Further, it is witnessed that the utilization of co-clustering algorithm with FCA is researched only once, and that too for implicit feedback dataset. In the current research work, an attempt has been made to work upon explicit rating dataset and generate recommendations in sparse environment by employing co-clustering techniques. In addition, FCA is used for co-clusters optimization. Experimental evaluation is performed by considering benchmark book-crossing rating dataset. The dataset is obtained from grouplens organization. It contains 278,858 users, providing 1,149,780 ratings on 271, 379 books. Rating is given on the scale of 1–10. In order to generate recommendations, firstly, discretization is applied to preprocess the dataset.
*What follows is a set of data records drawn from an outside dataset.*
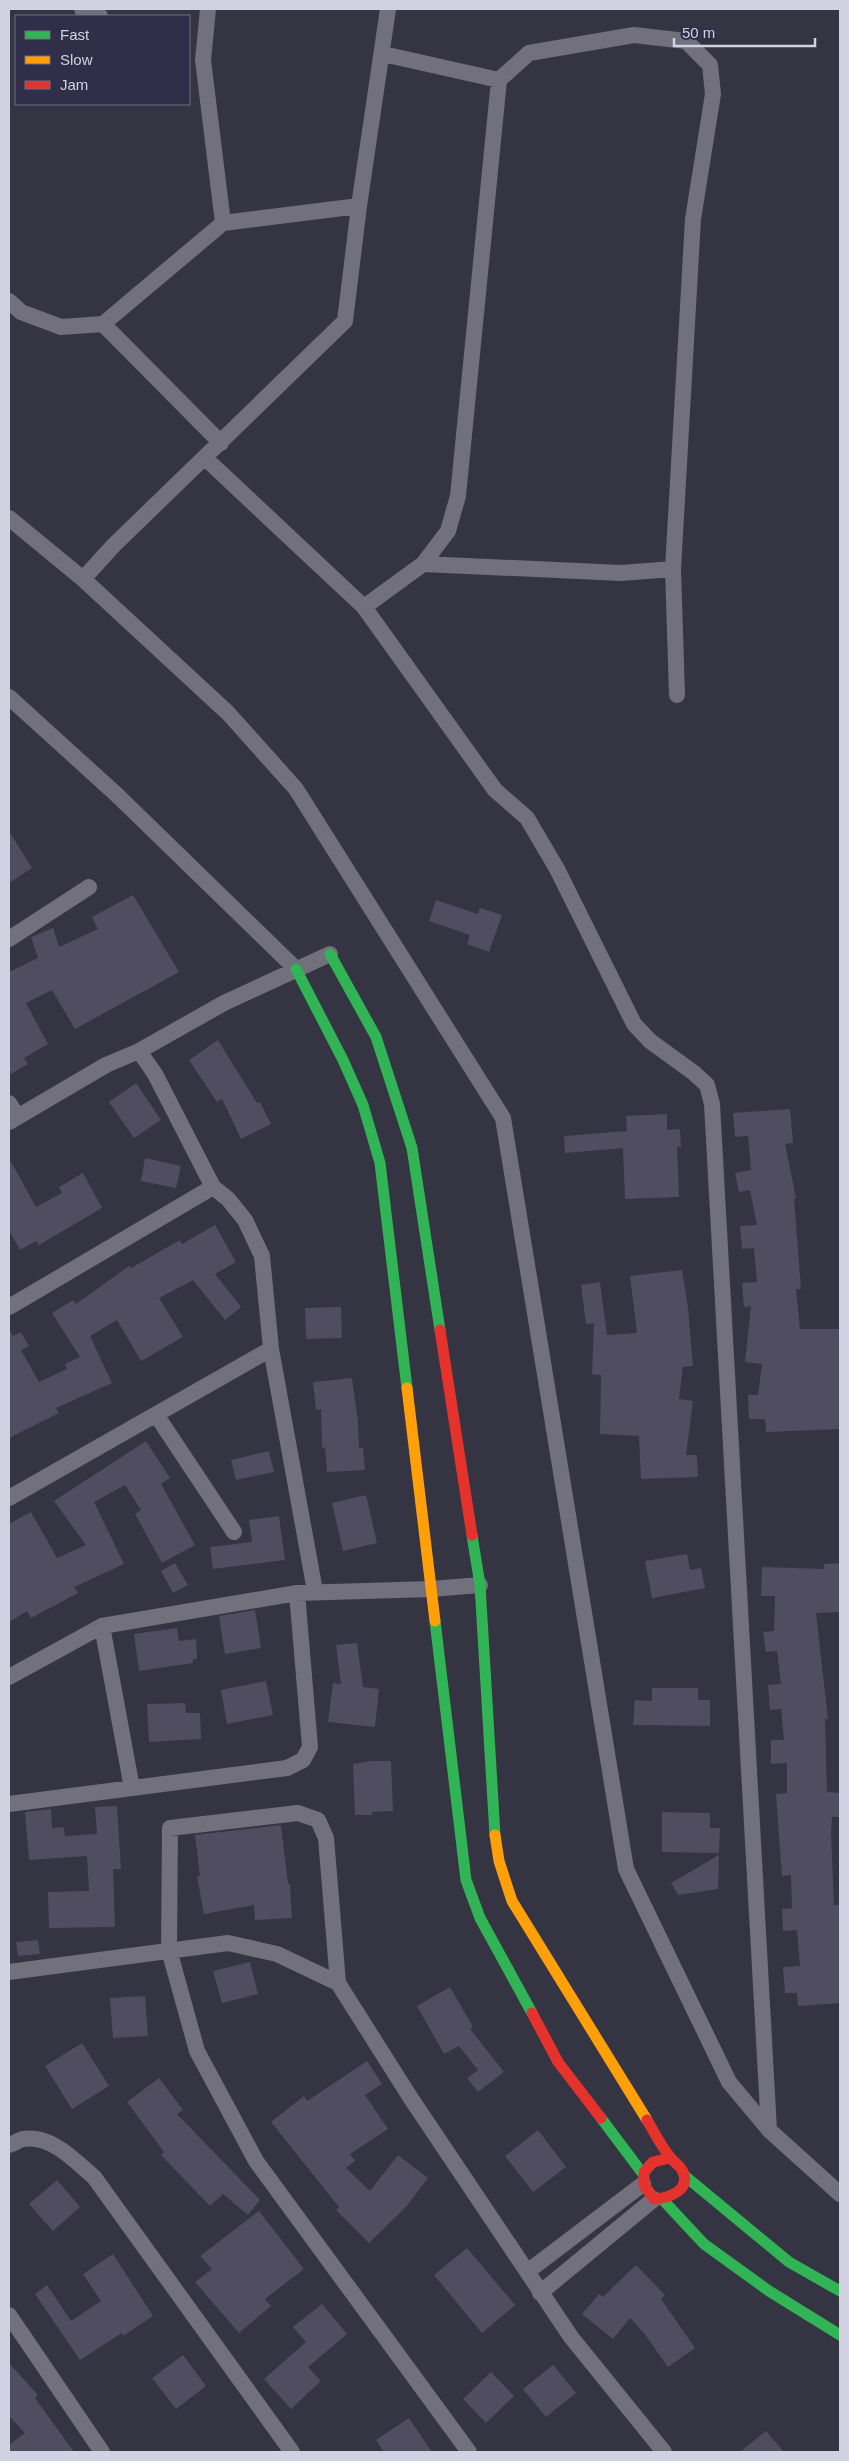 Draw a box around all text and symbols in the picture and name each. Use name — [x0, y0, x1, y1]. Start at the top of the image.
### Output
legend — [15, 15, 190, 105]
scale bar — [674, 15, 815, 47]
text: 50 m — [682, 24, 715, 41]
text: Fast — [60, 26, 90, 43]
text: Slow — [60, 51, 93, 68]
text: Jam — [60, 76, 88, 93] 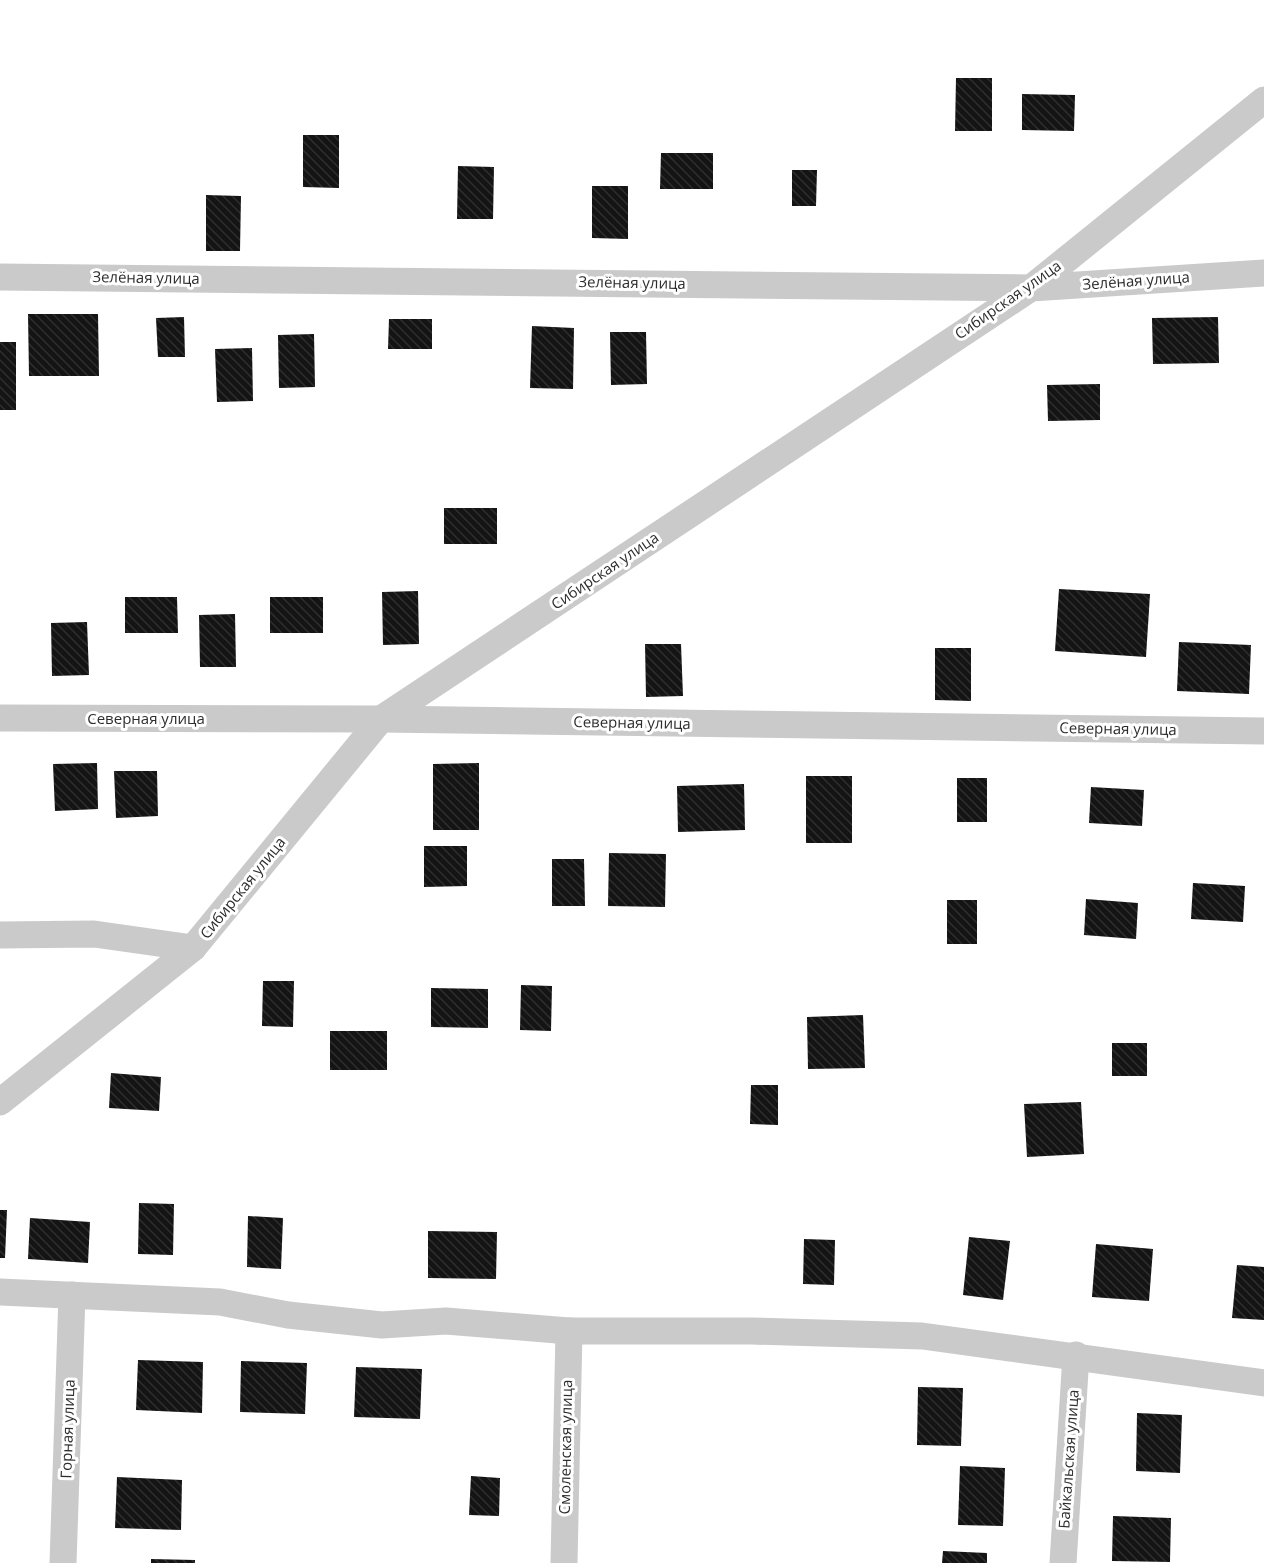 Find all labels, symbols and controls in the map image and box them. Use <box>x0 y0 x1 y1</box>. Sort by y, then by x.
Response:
street label: Сибирская улица <box>950 255 1065 343</box>
street label: Зелёная улица <box>92 266 200 288</box>
street label: Зелёная улица <box>1082 266 1190 294</box>
street label: Зелёная улица <box>578 271 686 293</box>
street label: Сибирская улица <box>547 527 662 614</box>
street label: Северная улица <box>87 708 205 728</box>
street label: Северная улица <box>573 711 691 733</box>
street label: Северная улица <box>1059 717 1177 739</box>
street label: Сибирская улица <box>195 832 289 942</box>
street label: Горная улица <box>55 1379 79 1479</box>
street label: Смоленская улица <box>554 1379 576 1515</box>
street label: Байкальская улица <box>1053 1389 1083 1529</box> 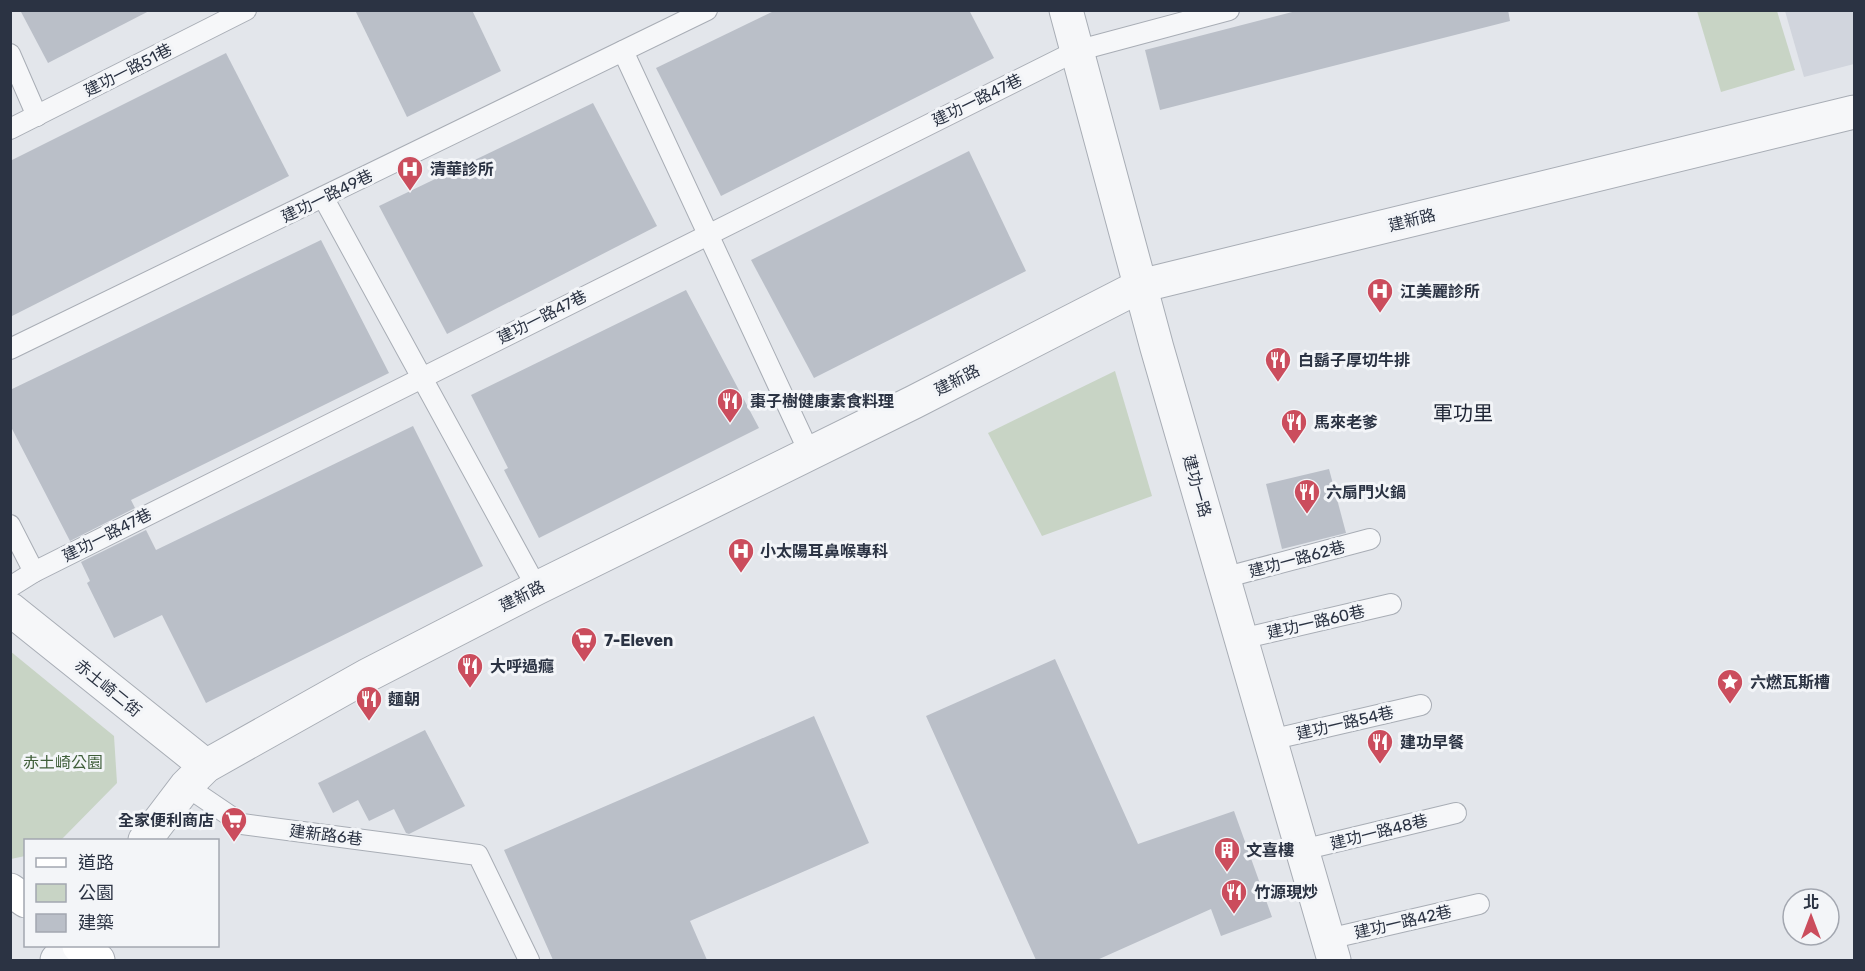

After that, co-clusters are formed by applying suitable co-clustering algorithm. Further, to perform optimization on co-clusters, FCA conventional features are utilized to explore hierarchical relationship among co-clusters and result into more personalized user-specific co-clusters. Finally, the ranking score is calculated for items using nearest bicluster similarity and global similarity index values. The entire experimental evaluation was performed in python environment using sklearn library and inbuilt co-clustering package CoClust. The BIDEAL toolbox was also utilized for co-clusters visualization. Furthermore, a comparison of the proposed technique is done with SLIM and basic IBCF methods.

2 Preliminaries

This section covers a few key definitions that are required to comprehend the proposed method: co-clusters, neighboring co-clusters, minimum co-cluster, maximum co-cluster, smallest co-cluster and siblings.

2.1 Co-clusters

Let R (U, I) denotes a user-item rating matrix with rows representing users and columns representing items. If a user u \(\in\) U has provided a rating value to an item i \(\in\) I, then R (u, i) > 0. Else, no rating value is denoted as 0 in matrix R i.e., R (u, i) = 0. In this paper, the work is done with explicit feedback dataset i.e., ratings provided by users on items. In addition, working with only constant values is considered. Further, it is assumed that only positive rating values were kept in the rating matrix by discarding all negative rating values from the data during pre-processing stage by employing a positive rating threshold value Pt ≥ 5 and converted them to 1 by applying discretization. After that, Bimax co-clustering algorithm is employed for generating co-clusters with constant values. Now, the goal of the top-m recommendation problem is to create a ranked list of items for user u amongst those items with whom the user u has not yet interacted. Let Uc and Ic represent the users and items subsets respectively i.e., Uc \(\in\) U and Ic \(\in\) I, then, a co-cluster can be defined as follows:

Definition 1

A co-cluster is a pair (Uc, Ic) such as R (u, i) > 0, for all u \(\in\) Uc, i \(\in\) Ic, and the submatrix R (Uc, Ic) is maximal. Maximal specifies that adding more user or item will result into a zero element in the matrix.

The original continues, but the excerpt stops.